Liverpool fans won’t – they’ll remember their beloved outfit winning the Premier League title for the first time in three decades.
Pundits will remember the brilliance of Salah, Mane and Firmino in attack; the rocksteady midfield presence of Jordan Henderson – who is getting better with age – and Fabinho; the Rolls Royce defending of Virgil van Dijk and the assured goalkeeping of Alisson.
But ask anyone close to the club and they will tell you that responsibility for the Reds’ resurgence falls on the shoulders of one man: Jurgen Klopp.
The German manager has revolutionised the way that Liverpool play the game, he has recruited well and turned the Reds from the bridesmaids of English football to the undisputed and deserved champions.
The bespectacled boss was interviewed by Sky Sports when his side’s title reign was confirmed by Manchester City’s 1-2 defeat at Chelsea, and he was visibly emotional as he said:
“Becoming champions with this club is absolutely incredible.
“It’s the best thing I can imagine and more than I could have ever dreamed of. It’s unbelievable. Much more than I ever thought would be possible.”
So how did a man with the middle name Norbert transform Liverpool into the best team in the land?
A Change of Culture
How do you set about turning a team of nearly men into the real deal?
That was the task facing Jurgen Klopp when he stepped through the door at Anfield for the first time in October 2015 after replacing Brendan Rodgers. They were tenth in the Premier League table at the time, and looked a million miles away from being title contenders.
“I felt from day one when he came in the door he changed everything,” said Jordan Henderson, the club captain.
“We followed him and believed him. It’s been an amazing journey. I’m hoping there is more – we just stay hungry, keep wanting more and following him.”
Klopp set about changing the style of Liverpool’s play, introducing his own brand of ‘heavy metal’, high octane football that had proven so successful at his former club Borussia Dortmund.
The manager also identified a number of players that he wanted to bring in, and the club’s sporting director Michael Edwards set about persuading them to head to Merseyside. One such player, Mo Salah, arrived in time for the 2017/18 season – the rest, as they say, is history.
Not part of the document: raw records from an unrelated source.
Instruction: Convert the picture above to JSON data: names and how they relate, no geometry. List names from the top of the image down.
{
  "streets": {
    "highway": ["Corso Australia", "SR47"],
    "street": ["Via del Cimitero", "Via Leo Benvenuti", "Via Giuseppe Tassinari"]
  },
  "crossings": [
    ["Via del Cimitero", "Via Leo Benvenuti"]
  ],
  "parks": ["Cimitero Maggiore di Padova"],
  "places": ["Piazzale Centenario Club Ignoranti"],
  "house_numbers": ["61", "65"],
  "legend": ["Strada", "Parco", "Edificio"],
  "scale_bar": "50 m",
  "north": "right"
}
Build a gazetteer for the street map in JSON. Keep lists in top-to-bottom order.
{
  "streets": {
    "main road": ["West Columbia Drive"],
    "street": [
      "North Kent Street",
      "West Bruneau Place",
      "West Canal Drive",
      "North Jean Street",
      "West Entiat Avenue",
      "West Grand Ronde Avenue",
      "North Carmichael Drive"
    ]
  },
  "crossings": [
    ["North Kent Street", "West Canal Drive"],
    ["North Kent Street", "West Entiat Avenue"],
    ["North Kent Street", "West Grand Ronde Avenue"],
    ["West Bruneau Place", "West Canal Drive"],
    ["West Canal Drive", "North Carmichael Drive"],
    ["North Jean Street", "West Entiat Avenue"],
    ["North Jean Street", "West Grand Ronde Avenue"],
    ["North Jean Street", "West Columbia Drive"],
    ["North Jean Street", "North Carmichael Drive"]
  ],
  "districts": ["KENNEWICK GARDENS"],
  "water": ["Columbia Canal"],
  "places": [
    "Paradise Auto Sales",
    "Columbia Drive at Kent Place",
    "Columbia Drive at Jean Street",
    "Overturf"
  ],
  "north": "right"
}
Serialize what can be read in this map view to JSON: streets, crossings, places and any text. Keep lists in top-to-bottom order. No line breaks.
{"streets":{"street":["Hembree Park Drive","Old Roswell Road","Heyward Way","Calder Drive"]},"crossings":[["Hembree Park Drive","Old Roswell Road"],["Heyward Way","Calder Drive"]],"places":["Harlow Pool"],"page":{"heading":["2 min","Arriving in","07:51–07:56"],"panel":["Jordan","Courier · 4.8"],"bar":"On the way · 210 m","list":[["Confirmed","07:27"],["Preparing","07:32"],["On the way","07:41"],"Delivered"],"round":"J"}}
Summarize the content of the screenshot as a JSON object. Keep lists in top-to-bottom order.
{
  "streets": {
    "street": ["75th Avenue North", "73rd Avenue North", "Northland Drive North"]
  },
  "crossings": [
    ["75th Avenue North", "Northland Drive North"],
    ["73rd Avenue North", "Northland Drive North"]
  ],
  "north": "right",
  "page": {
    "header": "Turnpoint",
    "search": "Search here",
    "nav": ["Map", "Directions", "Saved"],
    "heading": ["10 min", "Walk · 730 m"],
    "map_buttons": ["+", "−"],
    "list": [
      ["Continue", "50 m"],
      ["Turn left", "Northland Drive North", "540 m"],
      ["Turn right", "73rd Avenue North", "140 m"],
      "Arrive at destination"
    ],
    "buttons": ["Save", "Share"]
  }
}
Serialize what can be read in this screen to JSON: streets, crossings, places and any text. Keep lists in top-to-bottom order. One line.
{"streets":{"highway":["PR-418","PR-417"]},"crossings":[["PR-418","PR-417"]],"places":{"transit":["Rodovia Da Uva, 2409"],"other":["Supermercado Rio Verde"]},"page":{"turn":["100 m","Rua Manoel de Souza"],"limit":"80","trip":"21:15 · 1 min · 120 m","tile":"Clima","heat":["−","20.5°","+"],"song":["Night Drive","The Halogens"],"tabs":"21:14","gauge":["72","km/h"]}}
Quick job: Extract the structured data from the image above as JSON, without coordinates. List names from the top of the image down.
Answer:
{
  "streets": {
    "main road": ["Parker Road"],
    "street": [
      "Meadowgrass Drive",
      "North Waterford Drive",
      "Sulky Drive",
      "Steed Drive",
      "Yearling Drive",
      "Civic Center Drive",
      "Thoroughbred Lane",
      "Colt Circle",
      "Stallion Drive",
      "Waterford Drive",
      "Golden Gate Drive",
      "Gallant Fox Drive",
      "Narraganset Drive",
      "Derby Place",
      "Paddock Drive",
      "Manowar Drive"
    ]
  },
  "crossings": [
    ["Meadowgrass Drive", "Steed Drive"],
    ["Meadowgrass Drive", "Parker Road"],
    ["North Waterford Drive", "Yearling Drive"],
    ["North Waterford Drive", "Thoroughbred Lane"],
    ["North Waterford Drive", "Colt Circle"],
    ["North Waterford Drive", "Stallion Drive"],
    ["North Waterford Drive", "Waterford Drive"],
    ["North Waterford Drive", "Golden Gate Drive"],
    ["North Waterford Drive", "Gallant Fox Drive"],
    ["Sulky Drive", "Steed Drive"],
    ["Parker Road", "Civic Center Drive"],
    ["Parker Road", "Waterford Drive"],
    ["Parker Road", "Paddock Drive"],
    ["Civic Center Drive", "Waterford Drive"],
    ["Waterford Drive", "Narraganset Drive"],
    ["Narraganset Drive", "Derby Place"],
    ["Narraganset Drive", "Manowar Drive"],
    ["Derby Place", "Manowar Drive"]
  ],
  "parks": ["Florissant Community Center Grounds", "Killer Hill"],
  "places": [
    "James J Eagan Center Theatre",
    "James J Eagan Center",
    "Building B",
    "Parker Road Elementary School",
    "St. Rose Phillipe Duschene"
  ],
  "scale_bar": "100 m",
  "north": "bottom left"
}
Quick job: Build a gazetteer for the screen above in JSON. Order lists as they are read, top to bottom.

Jurgen Klopp’s Liverpool Signings: 2016 – 2020
|Jan||2016||Marko Grujic (CRO)||Red Star Belgrade||£5.1m|
|Jul||2016||Joel Matip (CMR)||Schalke 04||£0|
|Jul||2016||Loris Karius (GER)||Mainz 05||£4.7m|
|Jul||2016||Sadio Mane (SEN)||Southampton||£30m|
|Jul||2016||Ragnar Klaven (EST)||Augsburg||£4.2m|
|Jul||2016||Alex Manninger (AUT)||Augsburg||£0|
|Jul||2016||Georginio Wijnaldum (NED)||Newcastle United||£23m|
|Jul||2017||Mohamed Salah (EGY)||Roma||£36.9m|
|Jul||2017||Dominic Solanke (ENG)||Chelsea||£3m|
|Jul||2017||Andrew Robertson (SCO)||Hull City||£8m|
|Aug||2017||Alex Oxlade-Chamberlain (ENG)||Arsenal||£35m|
|Jan||2018||Virgil Van Dijk (NED)||Southampton||£70m|
|Jul||2018||Naby Keita (GIN)||RB Leipzig||£52.8m|
|Jul||2018||Xherdan Shaqiri (SUI)||Stoke City||£13.5m|
|Jul||2019||Sepp van den Berg (NED)||PEC Zwolle||£1.3m|
|Jul||2019||Harvey Elliot (ENG)||Fulham||Undisq.|
|Aug||2019||Adrian (ESP)||West Ham United||£0|
|Aug||2019||Andy Lonergan (ENG)||Middlesbrough||£0|
|Jan||2020||Takumi Minamino (JPN)||Red Bull Salzburg||£7.3m|
Klopp’s philosophies began to take shape, and with Salah lighting up Anfield alongside the improving Sadio Mane and Roberto Firmino, Liverpool began to go through the gears.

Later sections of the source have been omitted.